ですから国産品は流通時間が短く、輸送コストがかからないとはいえ、外国産よりも安全とは言い切れないのです。
海外ではドッグフードは食品や家畜のエサと同じ扱い
日本ではドッグフードは食品の一部として認められていない、雑貨と同じような扱いです
以上のことから、国産と外国産のどちらにも良い点と悪い点があります。そのため原産国だけでドッグフードの良し悪しは判断できません。
ただ外国産であれば流通経路、国産品であれば品質など、ここまでの内容で危険な点に注意すれば、安全な国産と外国産のドッグフードを見分けることができます。
それでは流通の多い外国産のドッグフードの注意点から見ていきましょう。
外国産のドッグフードの流通時間が長いことは、どうしようもできません。
ただ流通時間が長くても、日本よりドッグフードの技術が進んでいるヨーロッパやアメリカのフードを利用することは価値があると思います。
そこで安全な外国産のドッグフードを見分けるために注意したいのが、「輸入方法」です。
外国産のドッグフードの安全性を見分ける最も重要なポイントは輸入方法です。
外国産のドッグフードは、メーカーと直接契約を交わした正規代理店が輸入した「正規輸入品」と、メーカーと契約せずに原産国などに流通しているフードを勝手に輸入した「並行輸入品」があります。
まず安全なのは、メーカーと契約を交わしている正規輸入品。正規輸入品は原産国の在庫ではなく、日本からの発注にあわせて製造されるので新鮮なドッグフードが手に入ります。
また長期間の輸送に耐えられる強度のパッケージや、原材料表示が日本語対応に変更。メーカーによっては日本の気候にあわせて原材料が調整される場合もあります。
このように日本用の商品として届けられるのが、正規輸入品のドッグフードです。
一方、並行輸入品は原産国や近隣地域に流通しているドッグフードをメーカーと契約していない業者が勝手に輸入しています。
とうぜん、パッケージは日本対応になっていません。
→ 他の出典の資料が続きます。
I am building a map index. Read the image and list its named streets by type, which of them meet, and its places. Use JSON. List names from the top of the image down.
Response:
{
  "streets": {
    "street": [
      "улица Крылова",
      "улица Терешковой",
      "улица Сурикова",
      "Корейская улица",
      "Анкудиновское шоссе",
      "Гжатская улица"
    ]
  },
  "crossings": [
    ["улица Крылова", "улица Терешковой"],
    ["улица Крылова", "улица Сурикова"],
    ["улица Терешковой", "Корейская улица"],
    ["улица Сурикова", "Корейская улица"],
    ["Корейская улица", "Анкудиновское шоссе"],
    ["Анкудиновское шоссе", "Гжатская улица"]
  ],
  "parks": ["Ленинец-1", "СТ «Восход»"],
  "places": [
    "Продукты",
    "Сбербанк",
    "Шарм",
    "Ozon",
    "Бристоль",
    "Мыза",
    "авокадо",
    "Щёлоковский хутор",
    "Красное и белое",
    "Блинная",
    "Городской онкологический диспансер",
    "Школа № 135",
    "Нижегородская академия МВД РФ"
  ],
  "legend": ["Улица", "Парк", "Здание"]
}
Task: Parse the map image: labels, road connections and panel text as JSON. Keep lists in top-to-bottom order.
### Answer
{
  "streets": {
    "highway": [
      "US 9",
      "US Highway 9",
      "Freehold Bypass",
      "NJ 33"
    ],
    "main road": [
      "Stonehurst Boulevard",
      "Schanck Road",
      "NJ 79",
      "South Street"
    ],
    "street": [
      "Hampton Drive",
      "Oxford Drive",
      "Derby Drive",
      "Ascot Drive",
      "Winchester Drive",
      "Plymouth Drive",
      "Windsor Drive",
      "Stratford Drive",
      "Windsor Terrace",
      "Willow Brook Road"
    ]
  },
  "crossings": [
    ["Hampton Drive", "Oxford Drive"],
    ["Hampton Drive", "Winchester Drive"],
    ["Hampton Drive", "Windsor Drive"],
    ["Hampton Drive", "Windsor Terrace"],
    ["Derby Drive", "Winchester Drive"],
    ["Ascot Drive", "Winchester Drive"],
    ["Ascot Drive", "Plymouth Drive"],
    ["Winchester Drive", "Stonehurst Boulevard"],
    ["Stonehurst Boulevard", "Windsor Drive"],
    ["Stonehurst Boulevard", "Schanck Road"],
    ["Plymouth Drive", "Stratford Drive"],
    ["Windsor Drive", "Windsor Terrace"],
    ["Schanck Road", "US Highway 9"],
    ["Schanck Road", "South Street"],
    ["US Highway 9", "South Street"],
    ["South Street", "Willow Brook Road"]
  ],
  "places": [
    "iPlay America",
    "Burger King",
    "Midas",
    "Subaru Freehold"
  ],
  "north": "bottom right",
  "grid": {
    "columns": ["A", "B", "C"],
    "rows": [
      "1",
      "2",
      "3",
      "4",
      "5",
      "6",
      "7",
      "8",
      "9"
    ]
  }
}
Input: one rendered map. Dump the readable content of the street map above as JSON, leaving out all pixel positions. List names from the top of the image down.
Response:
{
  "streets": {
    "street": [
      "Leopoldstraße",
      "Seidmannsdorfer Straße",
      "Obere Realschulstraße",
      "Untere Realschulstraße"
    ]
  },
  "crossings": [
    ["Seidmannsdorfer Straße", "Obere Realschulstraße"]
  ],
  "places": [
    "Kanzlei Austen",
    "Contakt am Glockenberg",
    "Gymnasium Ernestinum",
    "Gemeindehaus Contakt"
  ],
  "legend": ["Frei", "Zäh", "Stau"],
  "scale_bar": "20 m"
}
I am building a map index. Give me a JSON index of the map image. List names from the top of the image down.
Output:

湿度や摩擦に弱い素材であったり、表示内容も原産国の言語のままです。
なお正規輸入品は発注後に製造され、湿度の高い日本の気候にあわせて賞味期限は製造日から約1年間と設定されます。
しかし並行輸入品は流通しているフードをかき集めているので、賞味期限はバラバラ。どのような保管状態で管理されていたかも不明です。
また並行輸入品は原産国の気候にあわせた賞味期限なので、賞味期限が日本用のフードより長く設定されている場合もあります。
すると日本での品質期限が過ぎているにもかかわらず、原産国の賞味期限を信じて劣化したフードを愛犬に与えてしまう恐れもあるのです。
さらに並行輸入品は輸送コストを抑えるため、冷暖房設備のない通常のコンテナで輸送されます。
温度管理できないため、赤道付近を通過するときのコンテナ内部は50℃以上まで上昇。フードのパッケージの中で結露が発生し、カビや菌が繁殖しやすい状態になります。
なお正規輸入品も温度管理ができない通常のコンテナで輸送される場合もありますが、原材料やフードの品質にこだわって作られたドッグフードは、定温コンテナを使って輸送されます。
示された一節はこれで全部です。